WHAT THE TASK REQUIRES:
Return exactly those lines of the material below that fall between the line holding "translate:0 -50%; text-align:left" and the line holding "position:absolute; left:777px; top:20px;", inclusive.

INPUT MATERIAL:
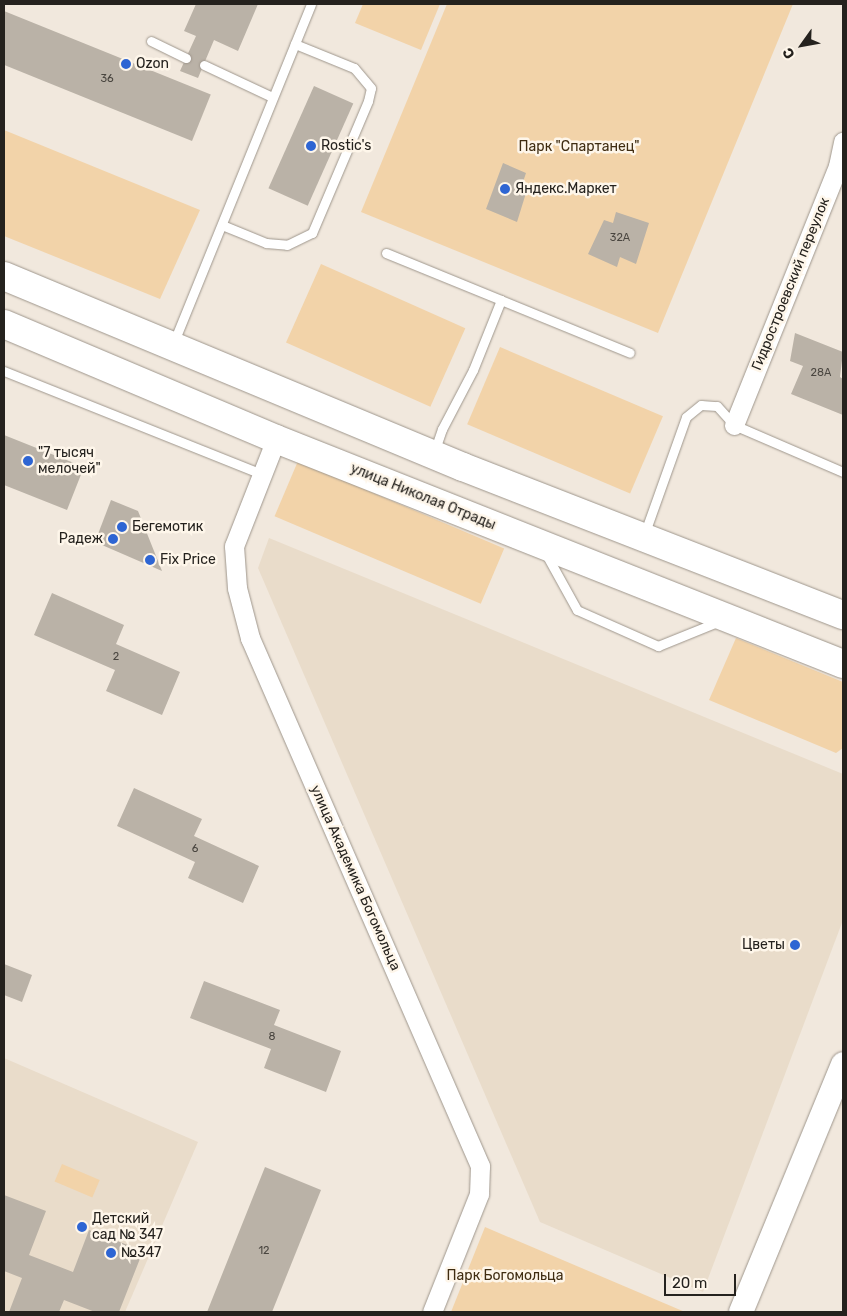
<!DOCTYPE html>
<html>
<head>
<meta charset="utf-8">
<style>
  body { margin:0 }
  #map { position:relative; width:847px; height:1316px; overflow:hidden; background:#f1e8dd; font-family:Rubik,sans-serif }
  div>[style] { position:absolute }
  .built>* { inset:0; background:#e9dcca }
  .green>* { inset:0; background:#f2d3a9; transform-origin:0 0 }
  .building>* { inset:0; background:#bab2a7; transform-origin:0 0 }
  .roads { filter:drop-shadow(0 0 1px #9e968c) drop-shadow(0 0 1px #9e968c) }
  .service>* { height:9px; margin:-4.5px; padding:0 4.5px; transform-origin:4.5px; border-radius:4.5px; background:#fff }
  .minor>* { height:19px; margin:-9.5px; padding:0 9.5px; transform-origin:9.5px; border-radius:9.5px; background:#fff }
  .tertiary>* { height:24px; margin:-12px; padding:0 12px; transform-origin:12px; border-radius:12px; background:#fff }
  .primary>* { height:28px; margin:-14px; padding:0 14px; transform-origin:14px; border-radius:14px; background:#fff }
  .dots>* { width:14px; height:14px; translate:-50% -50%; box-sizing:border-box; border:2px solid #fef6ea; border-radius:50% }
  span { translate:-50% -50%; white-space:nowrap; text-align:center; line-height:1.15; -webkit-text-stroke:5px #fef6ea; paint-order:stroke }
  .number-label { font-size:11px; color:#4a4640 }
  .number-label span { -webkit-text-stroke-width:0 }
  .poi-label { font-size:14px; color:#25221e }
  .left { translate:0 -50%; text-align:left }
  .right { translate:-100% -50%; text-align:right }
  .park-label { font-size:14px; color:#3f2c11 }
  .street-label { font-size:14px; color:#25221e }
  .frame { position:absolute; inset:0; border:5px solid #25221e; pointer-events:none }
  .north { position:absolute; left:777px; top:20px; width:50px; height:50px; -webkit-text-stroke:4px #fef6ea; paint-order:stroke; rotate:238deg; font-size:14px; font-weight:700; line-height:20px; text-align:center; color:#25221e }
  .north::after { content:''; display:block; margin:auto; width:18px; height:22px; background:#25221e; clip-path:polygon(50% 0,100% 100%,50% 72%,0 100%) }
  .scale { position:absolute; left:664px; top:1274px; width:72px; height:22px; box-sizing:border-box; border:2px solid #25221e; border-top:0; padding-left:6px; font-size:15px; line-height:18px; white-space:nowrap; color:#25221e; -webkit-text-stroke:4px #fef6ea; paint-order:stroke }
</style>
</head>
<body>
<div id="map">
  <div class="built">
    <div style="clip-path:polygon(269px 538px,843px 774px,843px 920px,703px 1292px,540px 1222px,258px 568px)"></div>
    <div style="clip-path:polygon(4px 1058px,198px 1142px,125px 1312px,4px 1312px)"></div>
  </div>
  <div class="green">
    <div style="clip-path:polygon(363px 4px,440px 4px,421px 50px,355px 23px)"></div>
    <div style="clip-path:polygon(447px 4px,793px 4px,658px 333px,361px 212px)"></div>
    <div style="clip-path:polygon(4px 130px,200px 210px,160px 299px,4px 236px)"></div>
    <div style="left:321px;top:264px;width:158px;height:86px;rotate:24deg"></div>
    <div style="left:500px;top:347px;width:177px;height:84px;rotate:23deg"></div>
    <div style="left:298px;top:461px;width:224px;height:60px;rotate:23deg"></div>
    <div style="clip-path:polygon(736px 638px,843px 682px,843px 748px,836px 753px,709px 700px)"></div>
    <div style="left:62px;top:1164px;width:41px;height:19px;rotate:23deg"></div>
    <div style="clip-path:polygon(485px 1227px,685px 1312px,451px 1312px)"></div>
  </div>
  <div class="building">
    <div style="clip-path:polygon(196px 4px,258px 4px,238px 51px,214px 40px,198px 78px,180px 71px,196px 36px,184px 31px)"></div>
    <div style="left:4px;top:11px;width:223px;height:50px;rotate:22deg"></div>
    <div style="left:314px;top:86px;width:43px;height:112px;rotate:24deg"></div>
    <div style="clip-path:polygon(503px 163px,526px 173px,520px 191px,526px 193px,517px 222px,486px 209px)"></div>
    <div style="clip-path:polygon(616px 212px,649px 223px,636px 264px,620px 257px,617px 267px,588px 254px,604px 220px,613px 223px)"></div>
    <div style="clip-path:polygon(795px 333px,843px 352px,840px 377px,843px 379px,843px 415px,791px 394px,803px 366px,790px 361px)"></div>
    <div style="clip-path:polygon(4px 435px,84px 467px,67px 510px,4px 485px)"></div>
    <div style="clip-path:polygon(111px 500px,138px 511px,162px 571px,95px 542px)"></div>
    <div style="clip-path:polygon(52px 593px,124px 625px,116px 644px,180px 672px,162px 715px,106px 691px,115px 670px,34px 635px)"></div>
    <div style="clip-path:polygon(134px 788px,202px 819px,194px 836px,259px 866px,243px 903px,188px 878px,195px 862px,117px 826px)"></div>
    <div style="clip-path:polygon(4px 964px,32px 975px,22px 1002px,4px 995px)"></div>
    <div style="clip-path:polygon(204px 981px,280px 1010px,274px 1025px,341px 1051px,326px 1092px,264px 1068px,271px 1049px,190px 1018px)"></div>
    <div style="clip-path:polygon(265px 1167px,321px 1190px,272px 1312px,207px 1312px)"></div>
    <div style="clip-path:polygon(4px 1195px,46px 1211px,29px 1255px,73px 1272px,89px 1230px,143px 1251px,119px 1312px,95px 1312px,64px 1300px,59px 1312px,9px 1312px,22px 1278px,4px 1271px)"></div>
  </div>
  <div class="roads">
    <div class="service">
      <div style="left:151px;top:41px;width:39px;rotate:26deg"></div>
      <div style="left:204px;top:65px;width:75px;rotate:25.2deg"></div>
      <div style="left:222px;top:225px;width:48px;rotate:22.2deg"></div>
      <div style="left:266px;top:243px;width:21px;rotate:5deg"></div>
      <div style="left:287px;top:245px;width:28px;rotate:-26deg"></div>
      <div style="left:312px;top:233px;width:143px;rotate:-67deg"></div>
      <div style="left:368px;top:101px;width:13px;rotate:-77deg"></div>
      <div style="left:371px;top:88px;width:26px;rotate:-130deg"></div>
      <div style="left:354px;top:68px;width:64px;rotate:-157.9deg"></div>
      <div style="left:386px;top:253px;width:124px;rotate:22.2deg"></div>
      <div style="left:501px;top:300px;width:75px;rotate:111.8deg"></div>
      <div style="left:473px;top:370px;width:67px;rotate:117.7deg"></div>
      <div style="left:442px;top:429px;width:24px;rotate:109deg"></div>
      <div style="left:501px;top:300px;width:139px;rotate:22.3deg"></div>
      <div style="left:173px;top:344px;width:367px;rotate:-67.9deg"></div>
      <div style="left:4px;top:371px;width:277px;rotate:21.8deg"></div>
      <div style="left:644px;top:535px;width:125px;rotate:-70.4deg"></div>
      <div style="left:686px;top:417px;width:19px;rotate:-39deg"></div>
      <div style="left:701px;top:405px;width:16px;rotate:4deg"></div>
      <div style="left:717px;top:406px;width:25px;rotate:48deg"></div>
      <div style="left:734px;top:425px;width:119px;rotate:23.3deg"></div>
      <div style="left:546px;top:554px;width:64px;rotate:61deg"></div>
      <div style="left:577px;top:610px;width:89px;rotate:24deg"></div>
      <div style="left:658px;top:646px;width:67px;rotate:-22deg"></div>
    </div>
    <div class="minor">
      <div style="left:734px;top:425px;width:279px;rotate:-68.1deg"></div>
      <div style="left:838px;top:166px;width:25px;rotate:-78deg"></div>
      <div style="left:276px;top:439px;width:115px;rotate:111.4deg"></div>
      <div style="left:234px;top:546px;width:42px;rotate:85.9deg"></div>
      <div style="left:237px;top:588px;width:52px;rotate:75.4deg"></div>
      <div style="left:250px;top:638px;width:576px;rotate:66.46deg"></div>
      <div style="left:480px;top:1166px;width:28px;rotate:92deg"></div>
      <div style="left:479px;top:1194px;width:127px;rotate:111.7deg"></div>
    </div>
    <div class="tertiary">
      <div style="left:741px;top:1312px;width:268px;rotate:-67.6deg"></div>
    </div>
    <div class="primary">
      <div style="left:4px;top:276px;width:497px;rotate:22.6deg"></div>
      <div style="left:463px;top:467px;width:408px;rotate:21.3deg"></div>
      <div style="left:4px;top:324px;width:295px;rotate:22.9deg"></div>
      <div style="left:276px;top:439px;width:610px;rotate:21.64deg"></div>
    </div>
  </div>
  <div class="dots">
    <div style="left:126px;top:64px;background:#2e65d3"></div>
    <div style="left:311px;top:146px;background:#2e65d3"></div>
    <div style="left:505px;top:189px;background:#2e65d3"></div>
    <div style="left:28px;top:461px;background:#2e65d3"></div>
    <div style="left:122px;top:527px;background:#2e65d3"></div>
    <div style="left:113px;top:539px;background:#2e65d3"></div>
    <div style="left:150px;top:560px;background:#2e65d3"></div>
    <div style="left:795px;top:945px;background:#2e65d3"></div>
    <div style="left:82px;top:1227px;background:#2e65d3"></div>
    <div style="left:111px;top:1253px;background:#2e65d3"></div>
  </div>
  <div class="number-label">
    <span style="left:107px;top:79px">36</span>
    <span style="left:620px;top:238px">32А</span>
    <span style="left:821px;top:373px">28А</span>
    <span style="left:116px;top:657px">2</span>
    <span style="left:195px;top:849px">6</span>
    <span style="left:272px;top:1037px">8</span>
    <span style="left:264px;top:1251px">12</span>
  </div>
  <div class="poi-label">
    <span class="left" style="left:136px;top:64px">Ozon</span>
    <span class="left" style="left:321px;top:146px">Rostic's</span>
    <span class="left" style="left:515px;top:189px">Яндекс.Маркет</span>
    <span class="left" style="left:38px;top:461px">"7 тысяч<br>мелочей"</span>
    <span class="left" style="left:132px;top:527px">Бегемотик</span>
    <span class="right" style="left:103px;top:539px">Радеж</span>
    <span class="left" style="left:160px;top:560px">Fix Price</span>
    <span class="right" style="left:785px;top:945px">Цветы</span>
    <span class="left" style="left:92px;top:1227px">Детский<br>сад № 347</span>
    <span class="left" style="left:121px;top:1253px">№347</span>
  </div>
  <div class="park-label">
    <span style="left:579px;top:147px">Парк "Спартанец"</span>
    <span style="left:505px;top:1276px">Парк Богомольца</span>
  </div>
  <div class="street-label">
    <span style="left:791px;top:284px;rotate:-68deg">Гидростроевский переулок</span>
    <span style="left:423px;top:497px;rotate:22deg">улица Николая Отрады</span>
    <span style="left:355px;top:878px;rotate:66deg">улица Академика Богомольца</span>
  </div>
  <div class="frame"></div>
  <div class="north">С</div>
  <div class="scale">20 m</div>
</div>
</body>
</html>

* * *

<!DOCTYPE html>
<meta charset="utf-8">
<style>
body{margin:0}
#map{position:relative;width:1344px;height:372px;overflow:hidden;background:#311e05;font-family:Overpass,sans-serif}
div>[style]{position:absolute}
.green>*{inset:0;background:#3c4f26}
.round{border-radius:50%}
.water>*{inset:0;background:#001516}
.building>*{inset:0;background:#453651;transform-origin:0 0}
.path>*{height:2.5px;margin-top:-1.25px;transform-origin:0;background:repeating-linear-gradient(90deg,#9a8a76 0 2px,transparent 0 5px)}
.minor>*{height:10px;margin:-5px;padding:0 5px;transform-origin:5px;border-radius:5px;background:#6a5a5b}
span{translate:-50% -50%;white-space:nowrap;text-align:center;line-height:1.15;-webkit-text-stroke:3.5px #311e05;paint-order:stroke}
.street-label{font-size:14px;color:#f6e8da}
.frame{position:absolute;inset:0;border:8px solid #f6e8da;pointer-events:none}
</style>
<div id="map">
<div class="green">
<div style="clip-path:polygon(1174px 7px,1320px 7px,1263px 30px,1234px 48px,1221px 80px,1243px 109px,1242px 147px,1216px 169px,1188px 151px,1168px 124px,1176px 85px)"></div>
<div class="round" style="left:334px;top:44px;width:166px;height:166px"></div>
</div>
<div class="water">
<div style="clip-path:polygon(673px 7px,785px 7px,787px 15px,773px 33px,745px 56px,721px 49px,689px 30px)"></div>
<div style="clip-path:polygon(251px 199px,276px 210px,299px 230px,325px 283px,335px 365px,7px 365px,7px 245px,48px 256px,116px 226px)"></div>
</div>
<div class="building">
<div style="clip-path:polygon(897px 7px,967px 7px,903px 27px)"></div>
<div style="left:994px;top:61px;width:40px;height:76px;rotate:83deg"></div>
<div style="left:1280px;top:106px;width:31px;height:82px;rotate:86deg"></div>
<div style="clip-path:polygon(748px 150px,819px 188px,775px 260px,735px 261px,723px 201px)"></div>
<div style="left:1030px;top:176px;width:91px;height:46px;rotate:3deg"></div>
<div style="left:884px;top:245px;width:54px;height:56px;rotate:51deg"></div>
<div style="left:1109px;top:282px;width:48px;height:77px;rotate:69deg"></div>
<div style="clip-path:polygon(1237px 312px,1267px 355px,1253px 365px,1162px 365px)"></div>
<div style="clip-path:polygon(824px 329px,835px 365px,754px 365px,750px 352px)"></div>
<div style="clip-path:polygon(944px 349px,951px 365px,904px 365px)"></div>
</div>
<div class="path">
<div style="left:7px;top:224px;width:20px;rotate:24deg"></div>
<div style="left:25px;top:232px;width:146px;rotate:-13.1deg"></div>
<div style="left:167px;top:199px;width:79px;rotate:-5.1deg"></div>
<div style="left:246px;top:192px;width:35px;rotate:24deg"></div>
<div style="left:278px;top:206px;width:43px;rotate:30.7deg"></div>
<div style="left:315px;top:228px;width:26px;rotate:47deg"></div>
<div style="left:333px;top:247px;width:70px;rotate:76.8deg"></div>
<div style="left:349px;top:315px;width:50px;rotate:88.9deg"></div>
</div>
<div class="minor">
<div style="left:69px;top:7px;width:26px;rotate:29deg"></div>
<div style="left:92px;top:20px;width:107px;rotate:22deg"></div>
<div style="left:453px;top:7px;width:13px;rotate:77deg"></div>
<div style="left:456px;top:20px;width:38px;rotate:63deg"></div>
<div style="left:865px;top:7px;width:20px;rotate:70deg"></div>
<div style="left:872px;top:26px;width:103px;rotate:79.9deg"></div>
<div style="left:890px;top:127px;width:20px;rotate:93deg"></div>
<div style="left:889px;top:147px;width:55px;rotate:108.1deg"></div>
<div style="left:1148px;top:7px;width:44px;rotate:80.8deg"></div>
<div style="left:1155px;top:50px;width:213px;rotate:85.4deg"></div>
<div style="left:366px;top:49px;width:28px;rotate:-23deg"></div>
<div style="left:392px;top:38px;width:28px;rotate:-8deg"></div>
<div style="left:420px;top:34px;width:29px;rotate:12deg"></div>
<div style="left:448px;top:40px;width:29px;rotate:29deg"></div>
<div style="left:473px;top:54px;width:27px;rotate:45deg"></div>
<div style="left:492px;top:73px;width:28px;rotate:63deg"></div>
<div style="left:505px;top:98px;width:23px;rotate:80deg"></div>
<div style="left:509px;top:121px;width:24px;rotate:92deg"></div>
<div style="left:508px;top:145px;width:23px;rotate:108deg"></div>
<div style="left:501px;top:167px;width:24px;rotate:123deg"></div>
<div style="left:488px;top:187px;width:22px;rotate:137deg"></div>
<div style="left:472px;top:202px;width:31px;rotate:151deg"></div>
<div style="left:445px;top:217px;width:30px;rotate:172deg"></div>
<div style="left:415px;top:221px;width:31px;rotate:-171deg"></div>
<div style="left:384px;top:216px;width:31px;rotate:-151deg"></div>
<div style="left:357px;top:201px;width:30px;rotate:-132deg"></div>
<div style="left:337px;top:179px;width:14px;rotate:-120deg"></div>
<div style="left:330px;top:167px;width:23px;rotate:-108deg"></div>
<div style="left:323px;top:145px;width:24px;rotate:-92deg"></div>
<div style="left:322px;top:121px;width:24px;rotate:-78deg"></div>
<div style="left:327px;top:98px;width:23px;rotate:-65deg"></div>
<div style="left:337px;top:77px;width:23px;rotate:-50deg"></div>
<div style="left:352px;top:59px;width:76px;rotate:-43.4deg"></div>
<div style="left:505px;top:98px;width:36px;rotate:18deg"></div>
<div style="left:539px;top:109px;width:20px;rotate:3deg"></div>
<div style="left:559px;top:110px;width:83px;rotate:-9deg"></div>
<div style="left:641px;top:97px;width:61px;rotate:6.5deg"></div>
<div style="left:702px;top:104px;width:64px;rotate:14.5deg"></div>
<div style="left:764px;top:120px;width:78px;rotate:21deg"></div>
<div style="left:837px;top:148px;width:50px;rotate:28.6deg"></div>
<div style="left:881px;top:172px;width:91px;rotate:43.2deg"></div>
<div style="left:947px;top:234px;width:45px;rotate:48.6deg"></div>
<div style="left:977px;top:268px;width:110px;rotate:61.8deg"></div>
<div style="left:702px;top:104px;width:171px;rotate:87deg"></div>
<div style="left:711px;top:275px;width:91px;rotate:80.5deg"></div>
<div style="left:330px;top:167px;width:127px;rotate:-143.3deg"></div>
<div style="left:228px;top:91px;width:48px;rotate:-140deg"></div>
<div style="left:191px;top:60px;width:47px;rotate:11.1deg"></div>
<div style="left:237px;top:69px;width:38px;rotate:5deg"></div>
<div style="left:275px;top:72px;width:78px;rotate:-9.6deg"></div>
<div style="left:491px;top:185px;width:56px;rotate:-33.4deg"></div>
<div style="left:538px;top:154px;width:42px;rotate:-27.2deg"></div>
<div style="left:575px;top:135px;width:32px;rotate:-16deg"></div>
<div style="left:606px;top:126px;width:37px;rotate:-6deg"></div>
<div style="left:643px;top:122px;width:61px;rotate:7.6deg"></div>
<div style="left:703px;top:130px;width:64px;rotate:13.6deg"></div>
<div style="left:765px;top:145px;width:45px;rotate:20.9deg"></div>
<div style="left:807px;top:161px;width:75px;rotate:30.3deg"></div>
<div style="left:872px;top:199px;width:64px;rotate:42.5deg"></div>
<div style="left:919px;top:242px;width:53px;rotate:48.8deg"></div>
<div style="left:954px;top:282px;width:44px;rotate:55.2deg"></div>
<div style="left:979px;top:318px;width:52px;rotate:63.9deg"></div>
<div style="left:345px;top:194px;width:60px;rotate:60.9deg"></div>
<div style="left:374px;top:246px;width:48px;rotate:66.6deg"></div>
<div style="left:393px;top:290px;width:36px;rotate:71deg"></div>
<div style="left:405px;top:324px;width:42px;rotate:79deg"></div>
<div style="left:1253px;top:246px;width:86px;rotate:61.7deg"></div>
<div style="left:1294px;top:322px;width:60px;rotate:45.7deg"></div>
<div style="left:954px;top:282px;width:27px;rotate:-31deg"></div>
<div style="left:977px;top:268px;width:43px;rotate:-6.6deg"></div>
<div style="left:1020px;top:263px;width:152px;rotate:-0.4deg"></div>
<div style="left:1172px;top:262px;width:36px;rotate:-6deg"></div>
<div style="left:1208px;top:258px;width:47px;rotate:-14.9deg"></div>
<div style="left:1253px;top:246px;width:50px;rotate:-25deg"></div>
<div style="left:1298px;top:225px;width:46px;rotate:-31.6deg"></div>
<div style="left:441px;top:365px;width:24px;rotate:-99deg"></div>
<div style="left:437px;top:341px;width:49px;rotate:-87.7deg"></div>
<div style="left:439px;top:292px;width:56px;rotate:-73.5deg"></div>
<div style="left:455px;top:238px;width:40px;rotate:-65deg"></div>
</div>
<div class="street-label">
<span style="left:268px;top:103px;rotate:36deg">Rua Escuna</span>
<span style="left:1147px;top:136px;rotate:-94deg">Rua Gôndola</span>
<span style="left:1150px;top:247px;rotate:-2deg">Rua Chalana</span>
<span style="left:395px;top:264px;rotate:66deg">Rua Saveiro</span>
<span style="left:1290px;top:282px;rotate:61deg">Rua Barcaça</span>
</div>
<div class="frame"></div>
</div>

SOLUTION TO THE EXERCISE:
  .left { translate:0 -50%; text-align:left }
  .right { translate:-100% -50%; text-align:right }
  .park-label { font-size:14px; color:#3f2c11 }
  .street-label { font-size:14px; color:#25221e }
  .frame { position:absolute; inset:0; border:5px solid #25221e; pointer-events:none }
  .north { position:absolute; left:777px; top:20px; width:50px; height:50px; -webkit-text-stroke:4px #fef6ea; paint-order:stroke; rotate:238deg; font-size:14px; font-weight:700; line-height:20px; text-align:center; color:#25221e }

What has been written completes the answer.